(Exercise input)

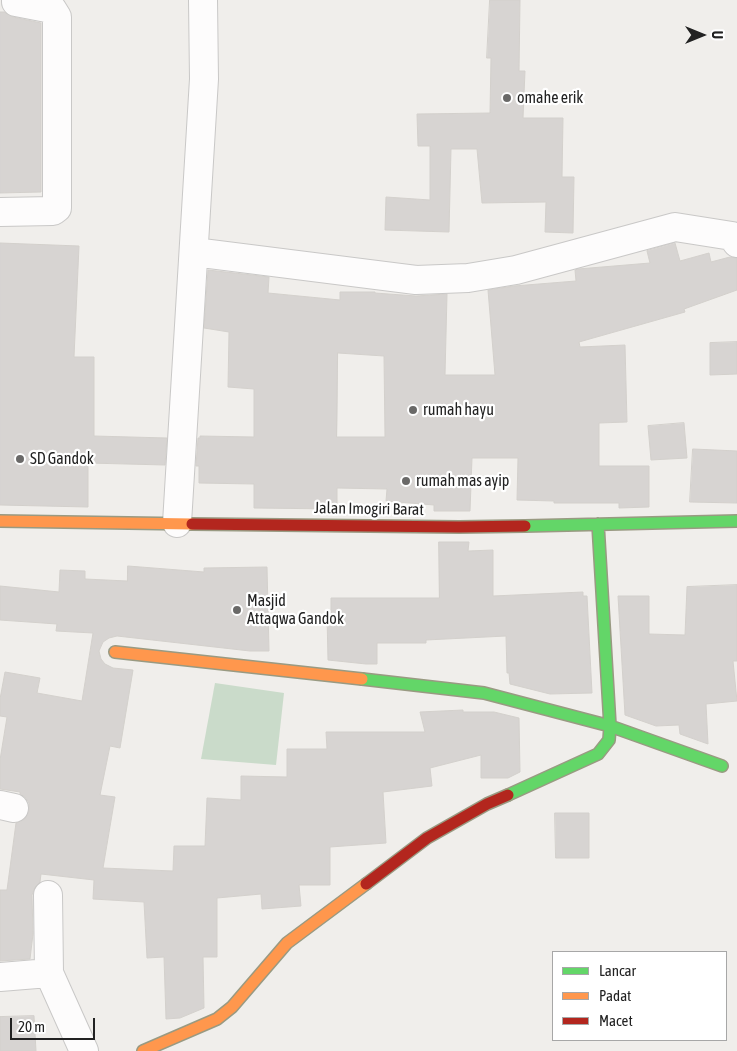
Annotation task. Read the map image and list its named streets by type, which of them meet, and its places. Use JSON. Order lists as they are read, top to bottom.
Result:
{
  "streets": {
    "street": ["Jalan Imogiri Barat"]
  },
  "places": [
    "omahe erik",
    "rumah hayu",
    "SD Gandok",
    "rumah mas ayip",
    "Masjid Attaqwa Gandok"
  ],
  "legend": ["Lancar", "Padat", "Macet"],
  "scale_bar": "20 m",
  "north": "right"
}
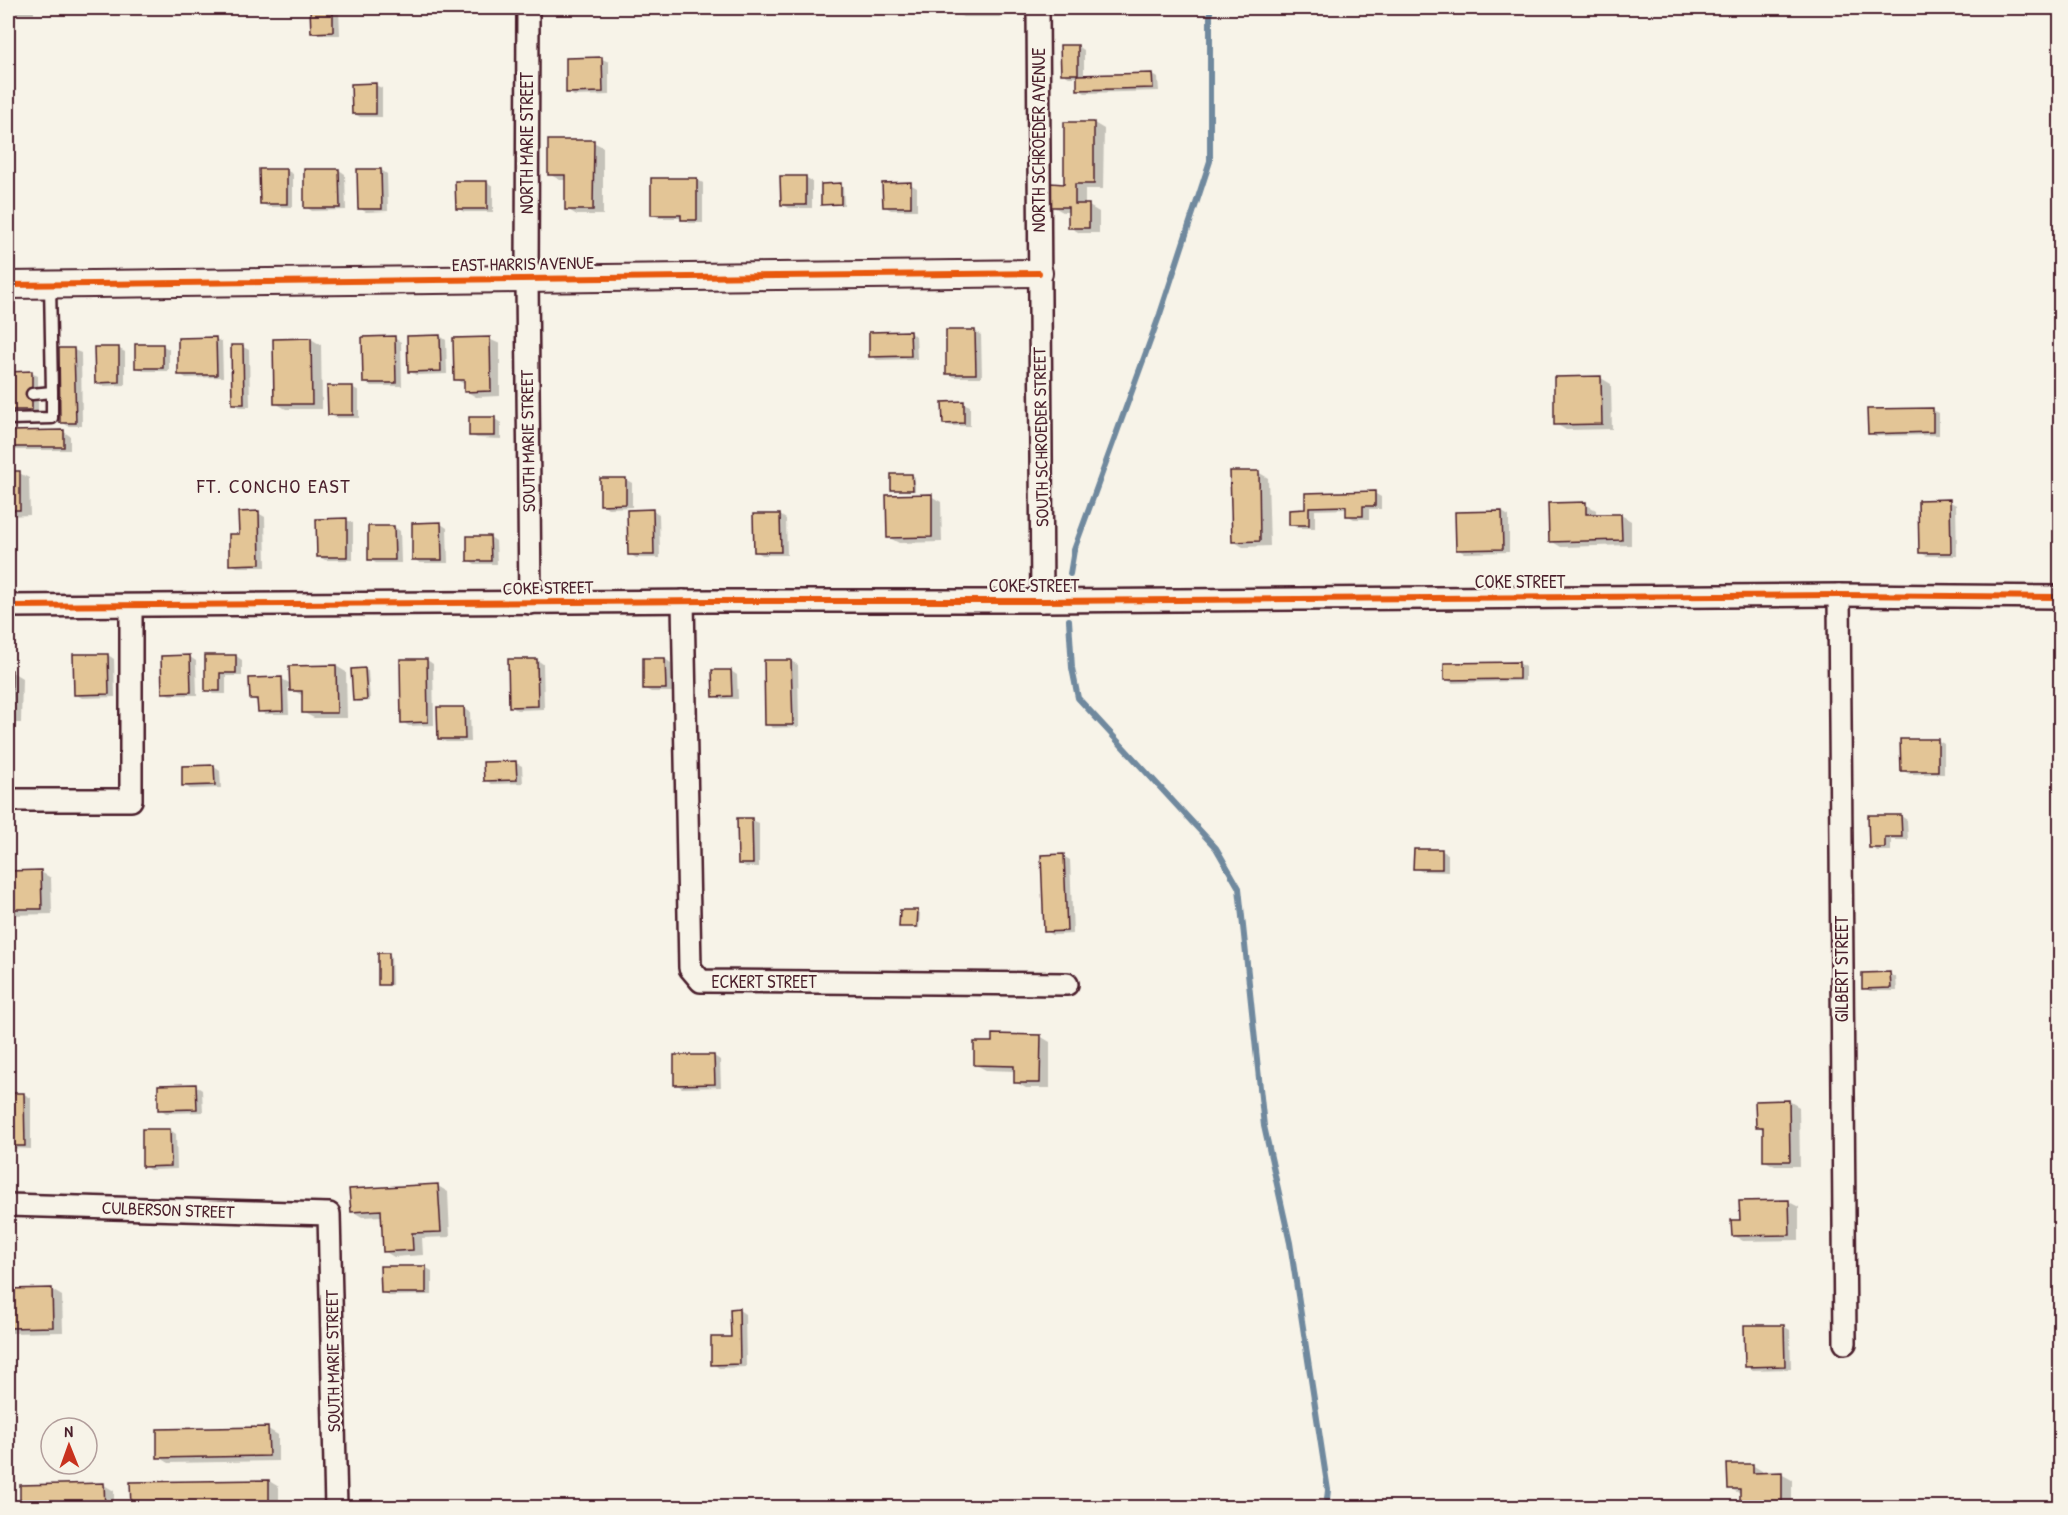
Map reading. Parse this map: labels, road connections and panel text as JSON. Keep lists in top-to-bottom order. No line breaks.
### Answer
{"streets":{"street":["NORTH SCHROEDER AVENUE","NORTH MARIE STREET","EAST HARRIS AVENUE","SOUTH SCHROEDER STREET","SOUTH MARIE STREET","COKE STREET","GILBERT STREET","ECKERT STREET","CULBERSON STREET"]},"crossings":[["NORTH SCHROEDER AVENUE","EAST HARRIS AVENUE"],["NORTH SCHROEDER AVENUE","SOUTH SCHROEDER STREET"],["NORTH MARIE STREET","EAST HARRIS AVENUE"],["NORTH MARIE STREET","SOUTH MARIE STREET"],["EAST HARRIS AVENUE","SOUTH SCHROEDER STREET"],["EAST HARRIS AVENUE","SOUTH MARIE STREET"],["SOUTH SCHROEDER STREET","COKE STREET"],["SOUTH MARIE STREET","COKE STREET"],["SOUTH MARIE STREET","CULBERSON STREET"],["COKE STREET","GILBERT STREET"],["COKE STREET","ECKERT STREET"]],"districts":["FT. CONCHO EAST"],"north":"top"}
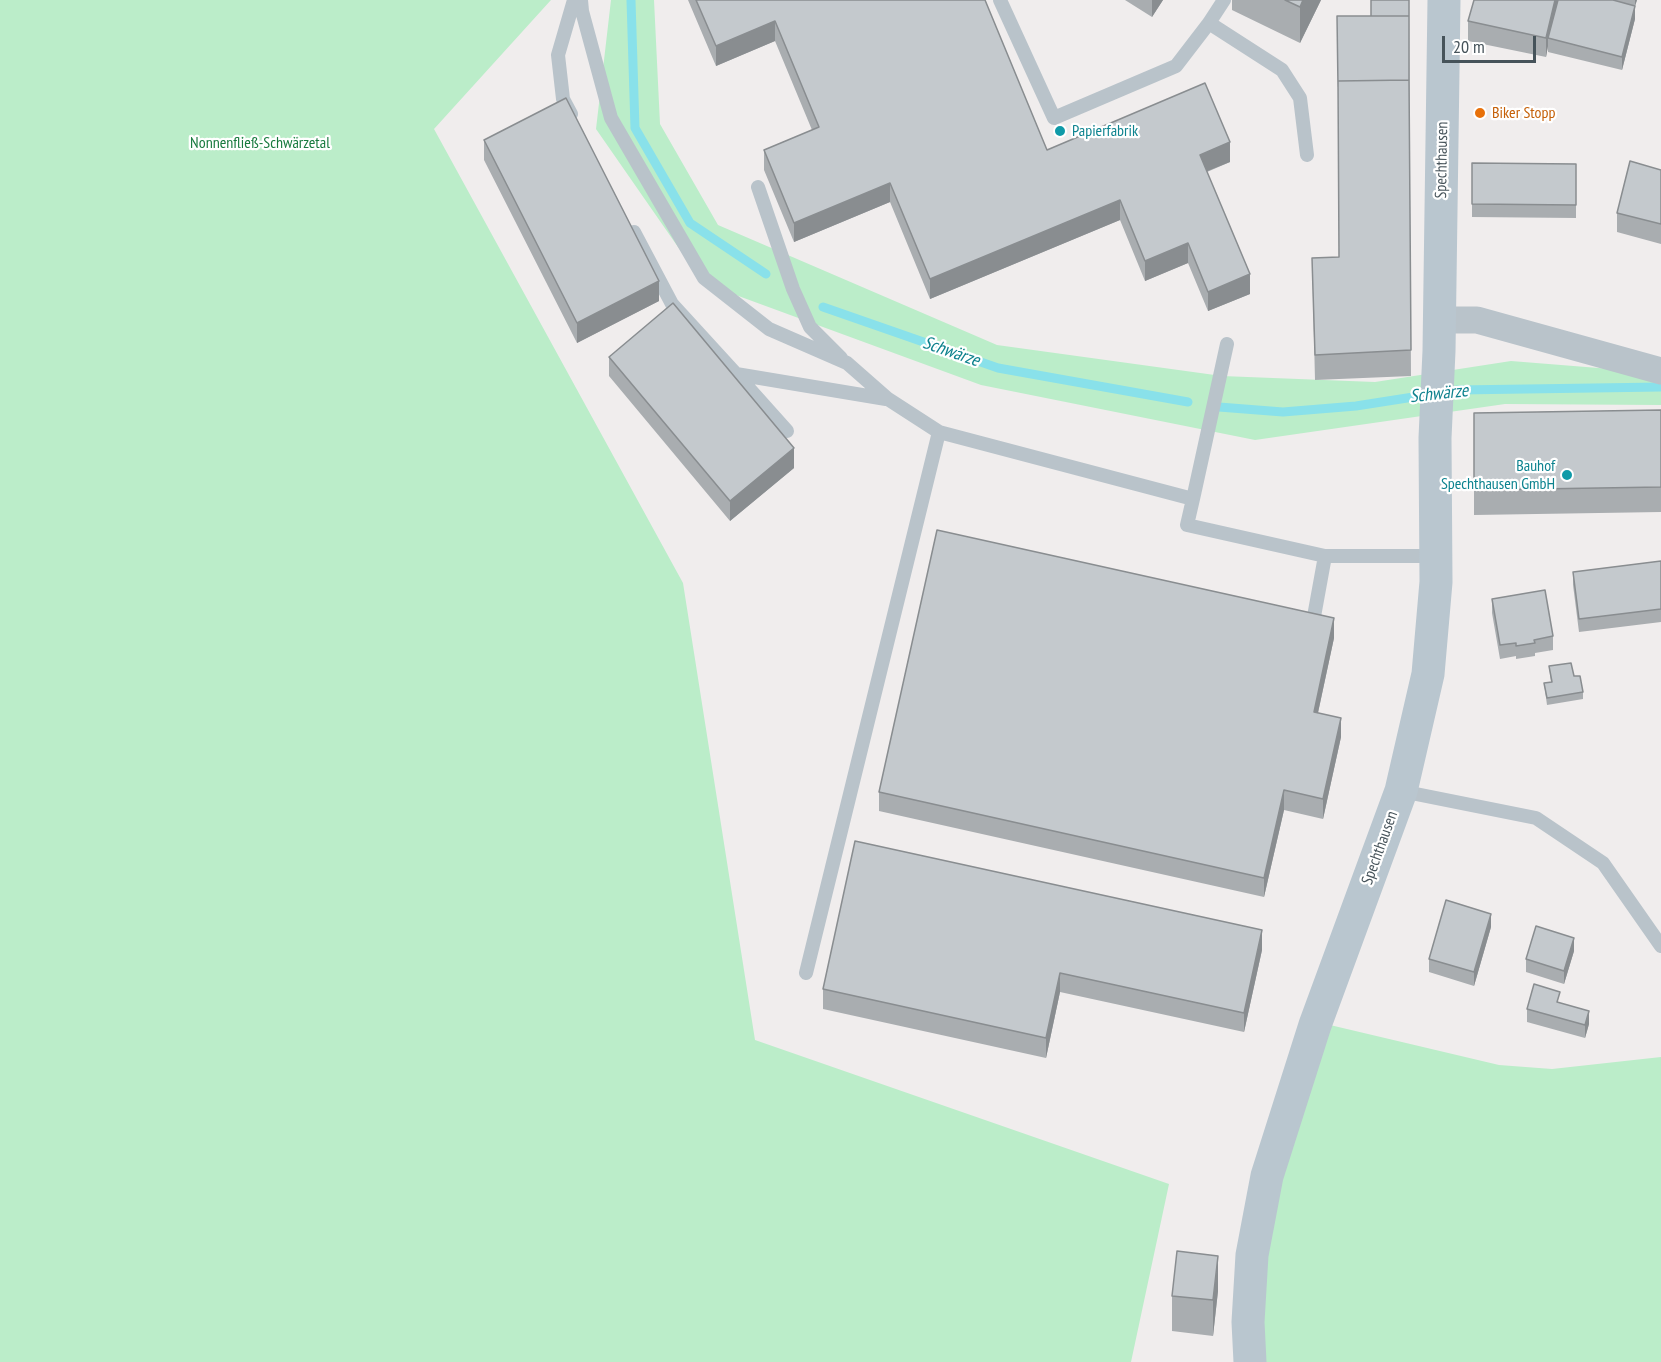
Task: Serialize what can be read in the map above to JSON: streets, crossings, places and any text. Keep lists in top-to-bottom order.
{
  "streets": {
    "main road": ["Spechthausen"]
  },
  "water": ["Schwärze"],
  "parks": ["Nonnenfließ-Schwärzetal"],
  "places": ["Biker Stopp", "Papierfabrik", "Bauhof Spechthausen GmbH"],
  "scale_bar": "20 m"
}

(End Exercise input)

* [Work instruction]: From the first line to the last, reproduce the listing above exactly, leaving the pictures out.

* [Expected output]:
Annotation task. Read the map image and list its named streets by type, which of them meet, and its places. Use JSON. Order lists as they are read, top to bottom.
Result:
{
  "streets": {
    "street": ["Jalan Imogiri Barat"]
  },
  "places": [
    "omahe erik",
    "rumah hayu",
    "SD Gandok",
    "rumah mas ayip",
    "Masjid Attaqwa Gandok"
  ],
  "legend": ["Lancar", "Padat", "Macet"],
  "scale_bar": "20 m",
  "north": "right"
}
Map reading. Parse this map: labels, road connections and panel text as JSON. Keep lists in top-to-bottom order. No line breaks.
### Answer
{"streets":{"street":["NORTH SCHROEDER AVENUE","NORTH MARIE STREET","EAST HARRIS AVENUE","SOUTH SCHROEDER STREET","SOUTH MARIE STREET","COKE STREET","GILBERT STREET","ECKERT STREET","CULBERSON STREET"]},"crossings":[["NORTH SCHROEDER AVENUE","EAST HARRIS AVENUE"],["NORTH SCHROEDER AVENUE","SOUTH SCHROEDER STREET"],["NORTH MARIE STREET","EAST HARRIS AVENUE"],["NORTH MARIE STREET","SOUTH MARIE STREET"],["EAST HARRIS AVENUE","SOUTH SCHROEDER STREET"],["EAST HARRIS AVENUE","SOUTH MARIE STREET"],["SOUTH SCHROEDER STREET","COKE STREET"],["SOUTH MARIE STREET","COKE STREET"],["SOUTH MARIE STREET","CULBERSON STREET"],["COKE STREET","GILBERT STREET"],["COKE STREET","ECKERT STREET"]],"districts":["FT. CONCHO EAST"],"north":"top"}
Task: Serialize what can be read in the map above to JSON: streets, crossings, places and any text. Keep lists in top-to-bottom order.
{
  "streets": {
    "main road": ["Spechthausen"]
  },
  "water": ["Schwärze"],
  "parks": ["Nonnenfließ-Schwärzetal"],
  "places": ["Biker Stopp", "Papierfabrik", "Bauhof Spechthausen GmbH"],
  "scale_bar": "20 m"
}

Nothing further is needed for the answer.